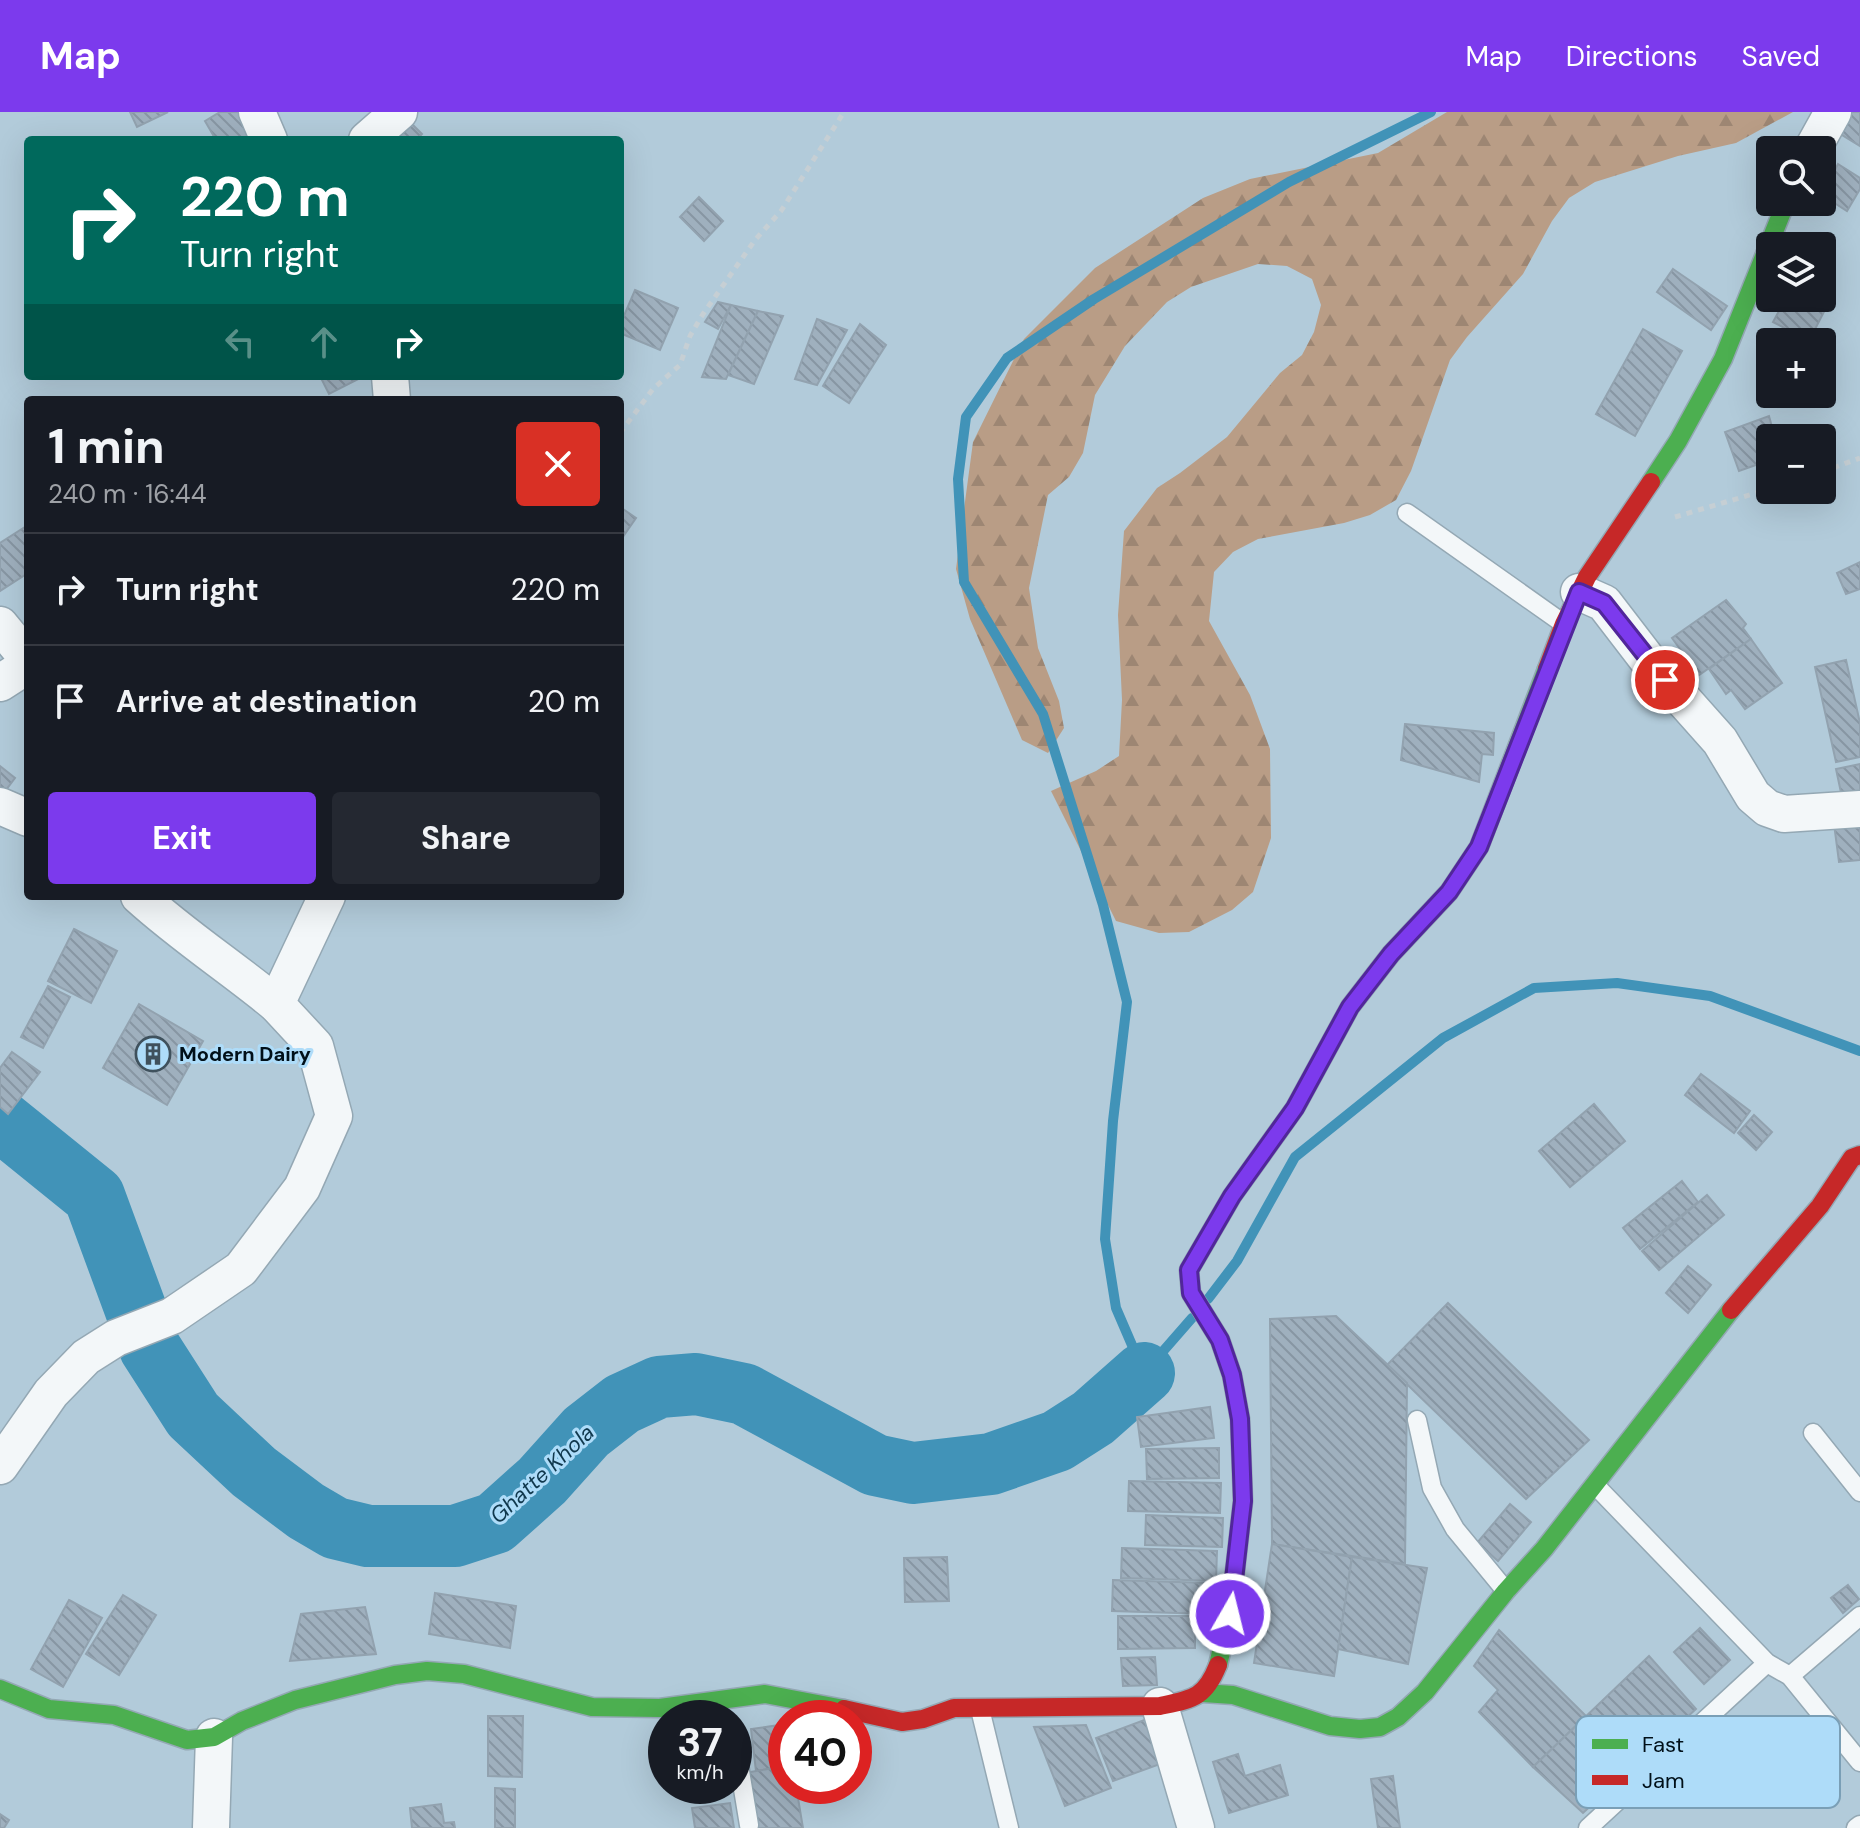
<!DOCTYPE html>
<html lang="en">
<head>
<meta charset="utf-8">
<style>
	:root { --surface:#171b24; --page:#242831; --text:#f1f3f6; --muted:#9ea1a6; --line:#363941; --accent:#7c3aed }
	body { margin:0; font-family:"DM Sans",sans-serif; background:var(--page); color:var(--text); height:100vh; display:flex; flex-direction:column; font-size:30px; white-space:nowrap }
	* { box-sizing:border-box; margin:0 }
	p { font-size:26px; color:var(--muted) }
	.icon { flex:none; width:44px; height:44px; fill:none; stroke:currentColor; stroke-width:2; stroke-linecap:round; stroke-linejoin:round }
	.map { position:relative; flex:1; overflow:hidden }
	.details { position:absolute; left:24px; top:284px; width:600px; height:504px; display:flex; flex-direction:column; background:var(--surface); border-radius:8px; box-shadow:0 8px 32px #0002 }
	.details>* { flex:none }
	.banner { position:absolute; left:24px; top:24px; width:600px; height:244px; border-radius:8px; box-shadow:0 8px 32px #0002; background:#00695c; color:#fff; overflow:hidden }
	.tools { position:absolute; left:1756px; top:24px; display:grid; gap:16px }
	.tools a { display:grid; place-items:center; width:80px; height:80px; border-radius:8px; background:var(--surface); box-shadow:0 8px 32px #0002; font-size:40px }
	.speed { position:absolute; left:648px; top:1588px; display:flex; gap:16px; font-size:40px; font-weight:700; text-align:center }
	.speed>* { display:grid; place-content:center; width:104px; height:104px; border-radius:50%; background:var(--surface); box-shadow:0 8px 32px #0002; line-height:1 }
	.speed small { font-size:20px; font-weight:400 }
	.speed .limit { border:12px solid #d22; background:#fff; color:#111 }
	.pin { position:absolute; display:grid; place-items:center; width:68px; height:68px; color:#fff; margin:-34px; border:4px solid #fff; border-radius:50%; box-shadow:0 2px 8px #0007 }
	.me { position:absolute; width:88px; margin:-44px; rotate:8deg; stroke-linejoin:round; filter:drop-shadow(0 0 6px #0008) }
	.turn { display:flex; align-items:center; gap:28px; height:168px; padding:0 24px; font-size:36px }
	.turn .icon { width:104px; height:104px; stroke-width:2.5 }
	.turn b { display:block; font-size:56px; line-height:68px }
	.lanes { display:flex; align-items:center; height:76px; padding:0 24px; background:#0003; justify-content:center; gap:40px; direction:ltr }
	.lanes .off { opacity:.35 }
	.round { display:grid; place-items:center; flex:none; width:84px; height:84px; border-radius:8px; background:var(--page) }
	.summary { display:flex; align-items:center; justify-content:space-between; height:136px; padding:0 24px }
	h1 { font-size:48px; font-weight:700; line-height:60px }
	.button { display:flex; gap:16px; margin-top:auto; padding:16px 24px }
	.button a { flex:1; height:92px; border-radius:8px; background:var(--accent); color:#fff; font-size:32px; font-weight:700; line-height:92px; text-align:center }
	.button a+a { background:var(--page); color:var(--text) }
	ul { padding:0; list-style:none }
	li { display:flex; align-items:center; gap:24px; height:112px; padding:0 24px; border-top:2px solid var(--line) }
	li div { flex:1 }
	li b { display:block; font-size:30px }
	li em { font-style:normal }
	header { display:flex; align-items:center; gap:48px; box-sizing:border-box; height:112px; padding:0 40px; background:var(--accent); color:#fff }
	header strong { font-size:38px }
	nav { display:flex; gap:44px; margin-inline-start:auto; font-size:28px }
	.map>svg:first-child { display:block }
</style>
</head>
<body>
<header>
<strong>Map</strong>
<nav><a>Map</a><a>Directions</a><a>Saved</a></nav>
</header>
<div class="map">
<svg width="1860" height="1716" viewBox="0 0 1860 1716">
	<defs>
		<pattern id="forest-firs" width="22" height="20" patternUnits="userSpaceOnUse" patternTransform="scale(2)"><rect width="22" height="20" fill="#b99d86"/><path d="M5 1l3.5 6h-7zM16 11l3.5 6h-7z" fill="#9d8673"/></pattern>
		<pattern id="building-back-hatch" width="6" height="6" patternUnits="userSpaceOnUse" patternTransform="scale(2)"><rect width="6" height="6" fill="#9fb0be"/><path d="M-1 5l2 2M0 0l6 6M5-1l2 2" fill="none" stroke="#8796a3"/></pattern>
	</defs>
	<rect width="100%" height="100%" fill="#b2cbda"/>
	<polygon fill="url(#forest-firs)" points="1447,0 1793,0 1736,31 1678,44 1595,70 1569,86 1552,109 1523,162 1467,225 1450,248 1411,359 1396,388 1370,403 1344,411 1258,427 1233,440 1214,460 1209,509 1250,583 1270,637 1271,726 1253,780 1232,798 1189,820 1159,821 1116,809 1051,679 1096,659 1119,644 1122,588 1118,503 1124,419 1157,376 1180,361 1227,325 1280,261 1302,243 1314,220 1321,193 1312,167 1287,154 1258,152 1191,175 1167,190 1125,234 1095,283 1083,341 1069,365 1048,383 1029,476 1038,536 1059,589 1064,616 1048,641 1022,628 970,507 956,457 973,330 1024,227 1095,156 1203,86 1250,67 1378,41"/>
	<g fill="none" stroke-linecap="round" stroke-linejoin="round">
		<g stroke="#4193b8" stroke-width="10">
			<polyline points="1208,1187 1237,1149 1295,1045 1443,926 1534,876 1617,871 1710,884 1860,939"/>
			<polyline points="1192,1206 1144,1261 1116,1196 1105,1127 1113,1009 1127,890 1103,793 1043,602 964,470 958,367 966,305 1007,246 1094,187 1289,70 1431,0"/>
		</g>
		<polyline stroke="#4193b8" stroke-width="62" points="0,1008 94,1084 150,1236 193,1303 254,1360 306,1399 335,1416 368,1424 455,1424 495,1411 542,1369 586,1320 622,1292 659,1275 696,1272 744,1282 875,1353 913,1361 991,1352 1057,1329 1093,1306 1144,1261"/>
	</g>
	<g fill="url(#building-back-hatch)" stroke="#92a2af" stroke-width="2">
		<polygon points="130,0 168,0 137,15"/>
		<polygon points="220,0 240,0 251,28 216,28 205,9"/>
		<polygon points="1850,0 1860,0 1860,34 1837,20"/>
		<polygon points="402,2 422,22 416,28 390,28"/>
		<polygon points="1838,52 1860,66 1860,77 1847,99 1822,83"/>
		<polygon points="699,85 723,109 704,129 680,105"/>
		<polygon points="1673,157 1727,194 1711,218 1657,180"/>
		<polygon points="635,178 678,196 660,238 620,221 620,213"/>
		<polygon points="1785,186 1805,186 1801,194"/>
		<polygon points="1786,186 1821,186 1829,190 1809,229 1773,210"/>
		<polygon points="718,190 731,193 718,217 705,210"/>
		<polygon points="731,193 758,199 726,267 702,265"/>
		<polygon points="758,199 783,204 754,272 728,263"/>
		<polygon points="817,207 847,218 817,273 795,267"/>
		<polygon points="860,212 886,233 849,291 823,274"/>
		<polygon points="1643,217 1682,239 1635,324 1596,302"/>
		<polygon points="320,264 364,264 329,282"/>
		<polygon points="1769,304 1775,326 1770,326 1770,348 1739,359 1725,320"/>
		<polygon points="620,395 636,406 620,429"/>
		<polygon points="28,413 28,461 0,479 0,431"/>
		<polygon points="1860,450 1860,477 1846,482 1837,461"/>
		<polygon points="1726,488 1746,512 1743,516 1751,527 1699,563 1672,526"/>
		<polygon points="1751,527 1782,571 1745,597 1731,578 1726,582 1709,557"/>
		<polygon points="1846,548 1860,611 1860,645 1836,650 1815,555"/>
		<polygon points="1405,612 1494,621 1493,643 1482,642 1479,670 1401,648"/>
		<polygon points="1860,652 1860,687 1843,690 1836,657"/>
		<polygon points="0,654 15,666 0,686"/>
		<polygon points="1860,709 1860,748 1839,750 1834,712"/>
		<polygon points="74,817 117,839 91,891 48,869"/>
		<polygon points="48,874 70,885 43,936 21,925"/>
		<polygon points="139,892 203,929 167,993 103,956"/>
		<polygon points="12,940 40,960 8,1002 0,995 0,956"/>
		<polygon points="1701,962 1750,999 1734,1021 1685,983"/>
		<polygon points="1594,992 1625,1029 1570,1075 1539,1039"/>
		<polygon points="1754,1003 1772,1020 1756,1038 1738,1021"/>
		<polygon points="1682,1069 1698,1090 1640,1137 1623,1116"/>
		<polygon points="1707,1083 1724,1103 1659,1158 1642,1139"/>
		<polygon points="1688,1154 1711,1173 1688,1201 1666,1181"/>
		<polygon points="1448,1191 1589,1328 1526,1387 1387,1253"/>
		<polygon points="1336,1204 1407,1271 1405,1452 1272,1432 1270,1207"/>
		<polygon points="1210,1295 1214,1326 1141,1335 1137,1305"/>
		<polygon points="1219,1336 1219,1366 1147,1367 1146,1337"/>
		<polygon points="1129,1369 1221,1371 1220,1401 1128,1399"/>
		<polygon points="1510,1392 1531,1410 1498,1449 1477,1431"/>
		<polygon points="1146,1403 1223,1406 1222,1435 1145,1433"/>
		<polygon points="1272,1432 1352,1445 1334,1564 1254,1551"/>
		<polygon points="1122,1436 1217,1439 1216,1469 1121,1466"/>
		<polygon points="947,1445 949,1489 905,1490 904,1446"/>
		<polygon points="1352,1445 1427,1456 1408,1552 1338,1537"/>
		<polygon points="1113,1468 1210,1471 1209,1502 1112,1499"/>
		<polygon points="1848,1473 1859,1487 1843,1501 1831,1486"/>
		<polygon points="435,1481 516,1494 510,1536 429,1522"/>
		<polygon points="123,1483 156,1503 119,1563 86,1542"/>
		<polygon points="69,1488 102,1506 63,1575 31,1557"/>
		<polygon points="365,1495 376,1542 290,1549 301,1502"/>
		<polygon points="1118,1504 1195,1504 1195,1536 1118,1537"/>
		<polygon points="1700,1516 1730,1548 1704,1572 1674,1540"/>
		<polygon points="1499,1518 1586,1604 1533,1655 1479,1600 1498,1578 1474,1554"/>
		<polygon points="1649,1544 1696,1597 1583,1701 1533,1655"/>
		<polygon points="1155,1545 1157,1573 1123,1574 1121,1546"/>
		<polygon points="488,1604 523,1604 522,1665 488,1664"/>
		<polygon points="1147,1607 1163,1651 1113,1669 1096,1626"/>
		<polygon points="786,1612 786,1654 756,1659 751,1617"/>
		<polygon points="1086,1613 1111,1676 1065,1694 1034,1615"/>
		<polygon points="1238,1642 1245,1664 1280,1653 1288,1683 1229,1701 1213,1650"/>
		<polygon points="786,1654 786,1674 796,1674 803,1716 752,1716 744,1661"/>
		<polygon points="1393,1664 1400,1716 1378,1716 1371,1667"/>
		<polygon points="495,1676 515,1677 515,1716 495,1716"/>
		<polygon points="730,1691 734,1716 695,1716 692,1696"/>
		<polygon points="441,1692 444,1711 454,1710 455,1716 412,1716 410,1696"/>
		<polygon points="0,1702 9,1708 4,1716 0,1716"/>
	</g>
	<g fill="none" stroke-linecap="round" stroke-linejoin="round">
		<g stroke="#94a8b4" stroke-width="21">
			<g id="lane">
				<polyline points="1407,401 1564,512"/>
				<polyline points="1417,1308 1432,1376 1455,1417 1506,1479"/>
				<polyline points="1813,1321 1860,1380"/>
				<polyline points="1595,1373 1767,1551 1790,1564 1860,1650"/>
				<polyline points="1790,1564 1860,1504"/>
				<polyline points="980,1597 1009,1716"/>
				<polyline points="734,1623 749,1713"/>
				<polyline points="1588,1716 1767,1551"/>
				<polyline points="1856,1716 1860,1713"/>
			</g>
		</g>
		<g stroke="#94a8b4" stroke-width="39">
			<g id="street">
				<polyline points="257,0 269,28"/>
				<polyline points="367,28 399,0"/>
				<polyline points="1812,38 1833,0"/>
				<polyline points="390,264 392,288"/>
				<polyline points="1579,480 1604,491 1647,547 1720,629 1753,684 1767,696 1784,702 1860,697"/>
				<polyline points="0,513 28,547"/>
				<polyline points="0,571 28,553"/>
				<polyline points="0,694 28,706"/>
				<path d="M 139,784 C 182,823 231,855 276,892"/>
				<polyline points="0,1354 51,1281 86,1245 116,1226 172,1204 241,1157 302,1076 334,1004 315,934 276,892 327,784"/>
				<polyline points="1160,1594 1196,1716"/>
				<polyline points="211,1716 214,1625"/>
			</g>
		</g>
		<g stroke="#94a8b4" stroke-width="21">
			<g id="fast">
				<polyline points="1651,370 1678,329 1723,247 1786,90"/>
				<polyline points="1218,1553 1230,1502 1243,1389 1240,1307 1232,1263 1220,1228 1191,1181 1189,1158 1232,1084 1295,996 1350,895 1391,842 1449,780 1479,735 1547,557"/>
				<polyline points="0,1577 49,1597 114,1603 187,1628 214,1625 242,1609 295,1588 395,1563 427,1559 464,1562 592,1595 660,1596 765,1582 844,1597"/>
				<polyline points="1203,1581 1233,1583 1330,1614 1360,1617 1380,1615 1398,1605 1425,1580 1506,1479 1544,1437 1731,1198"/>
			</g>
		</g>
		<g stroke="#94a8b4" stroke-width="21">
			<g id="jam">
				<polyline points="1547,557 1564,512 1587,465 1651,370"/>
				<polyline points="1731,1198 1820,1094 1852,1046 1860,1043"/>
				<path d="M 844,1597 L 902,1610 L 923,1607 L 954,1596 L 1160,1594 C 1193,1587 1205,1586 1218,1553"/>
			</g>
		</g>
		<g stroke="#c6cfd4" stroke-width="5" stroke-dasharray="6 6" stroke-linecap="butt">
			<polyline points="620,321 653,277 680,253 690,224 703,202 755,128 781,99 844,0"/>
			<polyline points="1822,360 1860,346"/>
			<polyline points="1675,405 1770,377"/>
		</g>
		<use href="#lane" stroke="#f3f7f9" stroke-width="18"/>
		<use href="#street" stroke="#f3f7f9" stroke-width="36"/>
		<use href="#fast" stroke="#4caf50" stroke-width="18"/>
		<use href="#jam" stroke="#c62828" stroke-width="18"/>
	</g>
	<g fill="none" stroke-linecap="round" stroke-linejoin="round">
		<g stroke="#51269a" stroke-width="20">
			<polyline id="route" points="1230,1502 1243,1389 1240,1307 1232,1263 1220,1228 1191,1181 1189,1158 1232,1084 1295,996 1350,895 1391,842 1449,780 1479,735 1579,480 1604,491 1665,568"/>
		</g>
		<use href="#route" stroke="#7c3aed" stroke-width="14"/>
	</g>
	<defs>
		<g id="building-ring" transform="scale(1.8)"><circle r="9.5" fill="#aedcf9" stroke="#3f515d" stroke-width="1.5"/><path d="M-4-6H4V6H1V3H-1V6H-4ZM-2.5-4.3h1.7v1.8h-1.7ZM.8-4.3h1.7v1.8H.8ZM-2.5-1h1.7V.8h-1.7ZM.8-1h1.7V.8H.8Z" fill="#3f515d"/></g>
	</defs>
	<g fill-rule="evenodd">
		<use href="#building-ring" x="153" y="942"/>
	</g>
	<g text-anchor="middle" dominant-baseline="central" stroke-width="6" stroke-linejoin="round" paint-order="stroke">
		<g font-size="20" font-weight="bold" fill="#011019" stroke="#aedcf9" text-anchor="start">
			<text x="179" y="942">Modern Dairy</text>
		</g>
		<g font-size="22" font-style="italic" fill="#10384d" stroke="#aedcf9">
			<text transform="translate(542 1362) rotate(-43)">Ghatte Khola</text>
		</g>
	</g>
	<rect x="1576" y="1604" width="264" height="92" rx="12" fill="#aedcf9" stroke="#7a9fb6" stroke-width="2"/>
	<rect x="1592" y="1627" width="36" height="10" fill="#4caf50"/>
	<rect x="1592" y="1663" width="36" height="10" fill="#c62828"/>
	<g font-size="22" fill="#011019">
		<text x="1642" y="1640">Fast</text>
		<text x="1642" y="1676">Jam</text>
	</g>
</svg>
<div class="tools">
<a><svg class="icon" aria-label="search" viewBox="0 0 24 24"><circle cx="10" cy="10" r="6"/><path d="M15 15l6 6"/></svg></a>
<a><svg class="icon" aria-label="layers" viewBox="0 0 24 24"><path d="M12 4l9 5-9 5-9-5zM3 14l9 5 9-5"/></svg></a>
<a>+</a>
<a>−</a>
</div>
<div class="speed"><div>37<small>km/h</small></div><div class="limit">40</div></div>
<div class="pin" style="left:1665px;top:568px;background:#d93025"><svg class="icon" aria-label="arrive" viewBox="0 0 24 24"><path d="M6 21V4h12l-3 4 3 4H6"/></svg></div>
<svg class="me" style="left:1230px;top:1502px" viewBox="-20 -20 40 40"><circle r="17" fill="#7c3aed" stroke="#fff" stroke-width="3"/><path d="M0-11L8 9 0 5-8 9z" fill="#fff"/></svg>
<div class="banner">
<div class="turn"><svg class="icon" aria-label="right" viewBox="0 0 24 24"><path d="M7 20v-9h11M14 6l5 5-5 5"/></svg><div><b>220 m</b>Turn right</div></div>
<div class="lanes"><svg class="icon off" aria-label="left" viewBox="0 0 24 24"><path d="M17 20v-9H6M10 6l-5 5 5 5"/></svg><svg class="icon off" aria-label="ahead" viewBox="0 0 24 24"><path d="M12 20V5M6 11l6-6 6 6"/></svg><svg class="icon" aria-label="right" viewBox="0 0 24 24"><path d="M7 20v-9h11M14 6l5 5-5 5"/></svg></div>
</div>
<section class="details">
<div class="summary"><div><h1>1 min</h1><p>240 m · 16:44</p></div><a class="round" style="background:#d93025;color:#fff"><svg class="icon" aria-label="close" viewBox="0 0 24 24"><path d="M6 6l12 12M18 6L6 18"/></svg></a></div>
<ul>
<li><svg class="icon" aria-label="right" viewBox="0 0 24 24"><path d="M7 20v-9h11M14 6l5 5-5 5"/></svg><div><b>Turn right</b></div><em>220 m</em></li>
<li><svg class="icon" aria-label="arrive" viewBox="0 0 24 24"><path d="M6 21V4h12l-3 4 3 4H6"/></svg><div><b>Arrive at destination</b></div><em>20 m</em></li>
</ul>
<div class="button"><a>Exit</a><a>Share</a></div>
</section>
</div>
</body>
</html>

_Work order_. Show a copy of each line from the records above in which the string "start" occurs.

_Reply to the exercise_.
	nav { display:flex; gap:44px; margin-inline-start:auto; font-size:28px }
		<g font-size="20" font-weight="bold" fill="#011019" stroke="#aedcf9" text-anchor="start">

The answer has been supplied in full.